La storiografia albanese sottolinea le criticità, fa notare che nei primi tempi Venezia si oppone all’ascesa di Scanderbeg e sostiene persino una guerra contro di lui nei pressi di Scutari. Ci sarebbe poi stata la volontà di Venezia di eliminarlo, anche di avvelenarlo, per arrivare solo più tardi all’alleanza tanto celebrata dalla Serenissima. È una storia – diciamo – meno edulcorata rispetto a quella che si racconterà a Venezia.
La figura di Scanderbeg rimane dunque viva a Venezia dopo la fine del XV secolo e la perdita delle città albanesi?
Eccome. Nel corso di tutto il Seicento, dal 1606 al 1718, sul Bucintoro – ovvero sulla galea di stato dei dogi di Venezia, usata per le celebrazioni ufficiali – c’è una statua di Scanderbeg. Questo perché ad inizio Seicento, la Serenissima attraversa una fase di rottura con il Papato romano, sia per la vicenda di Paolo Sarpi, sia perché la Chiesa cerca di trascinare Venezia nell’ennesima crociata e quest’ultima tergiversa. La statua di Scanderbeg è allora una manovra diplomatica e serve a ricordare il tempo in cui Venezia ha difeso l’Adriatico dai turchi assieme all’eroe albanese. Ma è, come dicevo, una visione selettiva della storia, in cui Scanderbeg è un co-difensore e Venezia è in primo piano. Ad ogni modo, la figura di Scanderbeg è ben nota alla società veneziana dell’epoca: è menzionato da Goldoni ed è anche musicato da Vivaldi.

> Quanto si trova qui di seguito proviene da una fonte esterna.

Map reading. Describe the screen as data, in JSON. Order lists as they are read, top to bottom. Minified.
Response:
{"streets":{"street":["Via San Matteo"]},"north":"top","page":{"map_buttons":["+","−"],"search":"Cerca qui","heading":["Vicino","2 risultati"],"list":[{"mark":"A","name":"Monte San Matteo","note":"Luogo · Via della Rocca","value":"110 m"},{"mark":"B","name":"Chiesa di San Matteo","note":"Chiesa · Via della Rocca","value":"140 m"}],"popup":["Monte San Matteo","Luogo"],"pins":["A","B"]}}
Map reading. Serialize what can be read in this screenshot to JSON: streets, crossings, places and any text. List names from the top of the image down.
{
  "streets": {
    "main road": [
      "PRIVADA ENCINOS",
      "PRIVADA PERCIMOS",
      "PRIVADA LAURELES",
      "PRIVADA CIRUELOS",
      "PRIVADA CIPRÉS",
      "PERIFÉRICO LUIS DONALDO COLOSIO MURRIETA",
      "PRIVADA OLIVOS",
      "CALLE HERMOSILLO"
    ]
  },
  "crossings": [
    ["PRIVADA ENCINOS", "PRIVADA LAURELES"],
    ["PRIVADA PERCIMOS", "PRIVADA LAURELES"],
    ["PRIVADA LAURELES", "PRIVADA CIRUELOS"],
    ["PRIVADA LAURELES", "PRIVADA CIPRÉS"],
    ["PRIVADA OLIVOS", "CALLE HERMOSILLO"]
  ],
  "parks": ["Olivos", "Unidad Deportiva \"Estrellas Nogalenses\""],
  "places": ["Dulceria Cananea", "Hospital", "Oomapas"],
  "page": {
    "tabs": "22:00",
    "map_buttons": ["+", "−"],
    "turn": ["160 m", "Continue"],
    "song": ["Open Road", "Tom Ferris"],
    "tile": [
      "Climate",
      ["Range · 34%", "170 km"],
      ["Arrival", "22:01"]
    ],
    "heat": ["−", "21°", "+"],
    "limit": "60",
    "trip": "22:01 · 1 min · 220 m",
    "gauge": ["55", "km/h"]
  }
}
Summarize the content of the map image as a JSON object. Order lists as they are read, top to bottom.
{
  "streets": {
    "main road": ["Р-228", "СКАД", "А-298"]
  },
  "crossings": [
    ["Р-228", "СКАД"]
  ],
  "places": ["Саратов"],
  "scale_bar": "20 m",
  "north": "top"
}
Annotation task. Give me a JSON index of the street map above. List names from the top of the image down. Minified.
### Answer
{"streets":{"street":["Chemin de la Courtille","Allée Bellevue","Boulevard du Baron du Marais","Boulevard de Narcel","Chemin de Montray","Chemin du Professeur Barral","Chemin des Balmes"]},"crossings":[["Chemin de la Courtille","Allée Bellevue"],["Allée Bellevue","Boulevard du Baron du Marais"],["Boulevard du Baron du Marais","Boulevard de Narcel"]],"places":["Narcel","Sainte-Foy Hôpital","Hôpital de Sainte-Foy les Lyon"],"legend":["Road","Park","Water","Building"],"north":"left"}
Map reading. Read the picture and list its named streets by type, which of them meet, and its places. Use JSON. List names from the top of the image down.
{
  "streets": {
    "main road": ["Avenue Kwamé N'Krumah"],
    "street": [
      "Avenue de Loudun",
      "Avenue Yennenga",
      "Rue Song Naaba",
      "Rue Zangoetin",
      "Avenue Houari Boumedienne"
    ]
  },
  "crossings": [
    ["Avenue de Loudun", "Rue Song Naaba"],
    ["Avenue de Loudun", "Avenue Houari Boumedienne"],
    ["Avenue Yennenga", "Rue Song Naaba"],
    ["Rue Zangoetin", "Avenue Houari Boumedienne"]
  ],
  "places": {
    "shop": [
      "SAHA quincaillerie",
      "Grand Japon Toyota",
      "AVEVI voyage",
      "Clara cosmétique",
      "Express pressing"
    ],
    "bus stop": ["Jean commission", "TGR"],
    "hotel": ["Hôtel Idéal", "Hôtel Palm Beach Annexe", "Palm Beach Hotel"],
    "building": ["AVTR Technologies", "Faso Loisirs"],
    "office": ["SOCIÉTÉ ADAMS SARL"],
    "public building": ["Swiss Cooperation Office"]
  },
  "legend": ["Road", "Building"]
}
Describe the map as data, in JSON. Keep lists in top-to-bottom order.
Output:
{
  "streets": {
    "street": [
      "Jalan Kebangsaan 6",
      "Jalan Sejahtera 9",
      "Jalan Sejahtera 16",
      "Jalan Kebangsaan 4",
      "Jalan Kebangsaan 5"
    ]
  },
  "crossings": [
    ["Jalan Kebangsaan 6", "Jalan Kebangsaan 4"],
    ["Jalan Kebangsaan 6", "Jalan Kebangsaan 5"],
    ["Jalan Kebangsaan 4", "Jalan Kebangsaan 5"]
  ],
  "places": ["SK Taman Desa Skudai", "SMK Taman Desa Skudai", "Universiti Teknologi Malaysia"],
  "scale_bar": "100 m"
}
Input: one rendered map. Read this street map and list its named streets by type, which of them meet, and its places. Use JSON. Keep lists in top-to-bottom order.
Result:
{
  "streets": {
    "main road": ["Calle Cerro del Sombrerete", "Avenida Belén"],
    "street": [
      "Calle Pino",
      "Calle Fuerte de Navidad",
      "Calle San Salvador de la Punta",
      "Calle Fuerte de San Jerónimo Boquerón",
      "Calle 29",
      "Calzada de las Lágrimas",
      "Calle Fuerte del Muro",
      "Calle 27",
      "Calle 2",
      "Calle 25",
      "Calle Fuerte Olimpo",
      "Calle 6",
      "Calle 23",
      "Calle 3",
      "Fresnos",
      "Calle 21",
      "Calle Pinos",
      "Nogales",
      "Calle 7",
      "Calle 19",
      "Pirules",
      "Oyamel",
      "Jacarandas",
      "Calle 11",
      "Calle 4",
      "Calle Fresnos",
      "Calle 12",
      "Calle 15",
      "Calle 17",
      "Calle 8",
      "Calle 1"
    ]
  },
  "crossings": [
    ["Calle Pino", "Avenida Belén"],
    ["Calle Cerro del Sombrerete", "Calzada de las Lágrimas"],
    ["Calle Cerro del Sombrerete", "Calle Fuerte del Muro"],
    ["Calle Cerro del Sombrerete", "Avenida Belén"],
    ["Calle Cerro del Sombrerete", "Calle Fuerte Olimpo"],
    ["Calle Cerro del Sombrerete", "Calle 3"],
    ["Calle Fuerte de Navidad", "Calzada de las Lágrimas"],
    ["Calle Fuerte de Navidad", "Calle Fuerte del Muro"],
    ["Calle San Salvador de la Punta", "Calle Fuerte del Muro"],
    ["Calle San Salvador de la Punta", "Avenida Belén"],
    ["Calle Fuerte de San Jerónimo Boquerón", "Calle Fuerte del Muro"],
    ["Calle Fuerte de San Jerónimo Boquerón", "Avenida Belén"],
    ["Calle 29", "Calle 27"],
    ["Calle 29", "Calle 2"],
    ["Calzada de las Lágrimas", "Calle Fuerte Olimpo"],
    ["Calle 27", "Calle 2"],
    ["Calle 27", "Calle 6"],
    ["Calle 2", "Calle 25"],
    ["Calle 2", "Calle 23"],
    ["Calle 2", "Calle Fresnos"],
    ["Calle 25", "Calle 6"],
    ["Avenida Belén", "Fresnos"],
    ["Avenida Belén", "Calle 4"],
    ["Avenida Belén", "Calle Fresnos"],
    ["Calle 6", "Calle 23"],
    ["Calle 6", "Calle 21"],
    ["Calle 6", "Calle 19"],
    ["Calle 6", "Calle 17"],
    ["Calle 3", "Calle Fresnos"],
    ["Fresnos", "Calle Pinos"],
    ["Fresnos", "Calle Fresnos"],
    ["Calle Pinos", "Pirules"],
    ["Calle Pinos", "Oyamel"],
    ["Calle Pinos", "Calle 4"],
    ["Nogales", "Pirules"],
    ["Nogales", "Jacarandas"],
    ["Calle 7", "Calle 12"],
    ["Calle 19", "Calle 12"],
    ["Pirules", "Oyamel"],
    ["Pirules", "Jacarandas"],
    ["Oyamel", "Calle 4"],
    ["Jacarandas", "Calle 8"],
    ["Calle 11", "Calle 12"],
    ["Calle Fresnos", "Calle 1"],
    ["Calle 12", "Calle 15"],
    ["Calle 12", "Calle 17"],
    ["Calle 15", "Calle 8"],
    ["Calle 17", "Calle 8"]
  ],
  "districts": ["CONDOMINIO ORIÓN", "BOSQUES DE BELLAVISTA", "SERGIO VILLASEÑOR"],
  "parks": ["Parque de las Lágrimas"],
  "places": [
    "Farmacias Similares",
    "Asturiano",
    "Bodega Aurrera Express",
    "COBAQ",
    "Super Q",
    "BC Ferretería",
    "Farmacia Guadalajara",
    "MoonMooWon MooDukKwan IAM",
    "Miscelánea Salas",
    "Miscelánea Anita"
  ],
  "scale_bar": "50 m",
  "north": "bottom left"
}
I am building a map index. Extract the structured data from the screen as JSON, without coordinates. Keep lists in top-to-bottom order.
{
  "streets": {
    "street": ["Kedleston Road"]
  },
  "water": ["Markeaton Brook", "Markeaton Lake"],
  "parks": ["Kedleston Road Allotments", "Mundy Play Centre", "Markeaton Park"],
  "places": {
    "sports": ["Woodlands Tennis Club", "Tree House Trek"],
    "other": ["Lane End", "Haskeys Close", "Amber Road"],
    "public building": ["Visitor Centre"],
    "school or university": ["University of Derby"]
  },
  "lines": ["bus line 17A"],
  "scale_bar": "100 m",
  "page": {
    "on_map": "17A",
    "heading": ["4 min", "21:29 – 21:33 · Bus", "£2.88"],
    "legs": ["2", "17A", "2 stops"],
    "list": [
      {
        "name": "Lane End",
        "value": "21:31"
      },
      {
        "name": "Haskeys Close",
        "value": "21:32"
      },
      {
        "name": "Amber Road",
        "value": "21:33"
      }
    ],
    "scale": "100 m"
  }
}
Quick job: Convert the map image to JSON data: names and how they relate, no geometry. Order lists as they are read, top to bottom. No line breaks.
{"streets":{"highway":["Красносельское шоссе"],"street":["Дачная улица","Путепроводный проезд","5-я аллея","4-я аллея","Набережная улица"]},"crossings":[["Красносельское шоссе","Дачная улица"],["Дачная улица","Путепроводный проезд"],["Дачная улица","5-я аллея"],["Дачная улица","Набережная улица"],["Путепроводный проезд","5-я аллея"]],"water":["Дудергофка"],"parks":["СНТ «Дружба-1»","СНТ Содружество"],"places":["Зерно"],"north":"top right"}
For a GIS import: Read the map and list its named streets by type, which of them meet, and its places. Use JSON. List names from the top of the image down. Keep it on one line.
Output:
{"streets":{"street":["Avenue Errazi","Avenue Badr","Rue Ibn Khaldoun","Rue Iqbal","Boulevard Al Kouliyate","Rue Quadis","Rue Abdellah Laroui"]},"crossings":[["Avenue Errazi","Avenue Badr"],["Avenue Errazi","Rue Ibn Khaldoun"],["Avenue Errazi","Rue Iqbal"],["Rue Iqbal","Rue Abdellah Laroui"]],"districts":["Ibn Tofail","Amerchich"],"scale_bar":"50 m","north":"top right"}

Abbiamo parlato delle tracce della relazione veneto-albanese a Venezia. In Albania, invece, cos’è rimasto del periodo veneziano?
Purtroppo, poco e niente. A Scutari si intravede la coda di un leone alato, a Durazzo sono rimasti il castello e la torre, a Butrinto una rocca, ma è tutto: qualche rovina qua e là. Questo non soltanto perché l’80% di ciò che c’era (in particolare delle chiese cattoliche) è andato perduto nei secoli sotto l’Impero ottomano, ma anche perché quel poco che era rimasto è stato distrutto nel Novecento sotto il regime di Enver Hoxa e oggi effettivamente c’è il vuoto. Sono spariti anche i pozzi veneziani che erano ancora visibili nel primo Novecento. Ma ciò non toglie che si tratta di una storia – quella dell’Albania pre-ottomana – di primissimo piano, come dimostrano gli statuti di Scutari del XIV secolo, che parlano di una società florida, colta e in contatto con le principali potenze dell’epoca.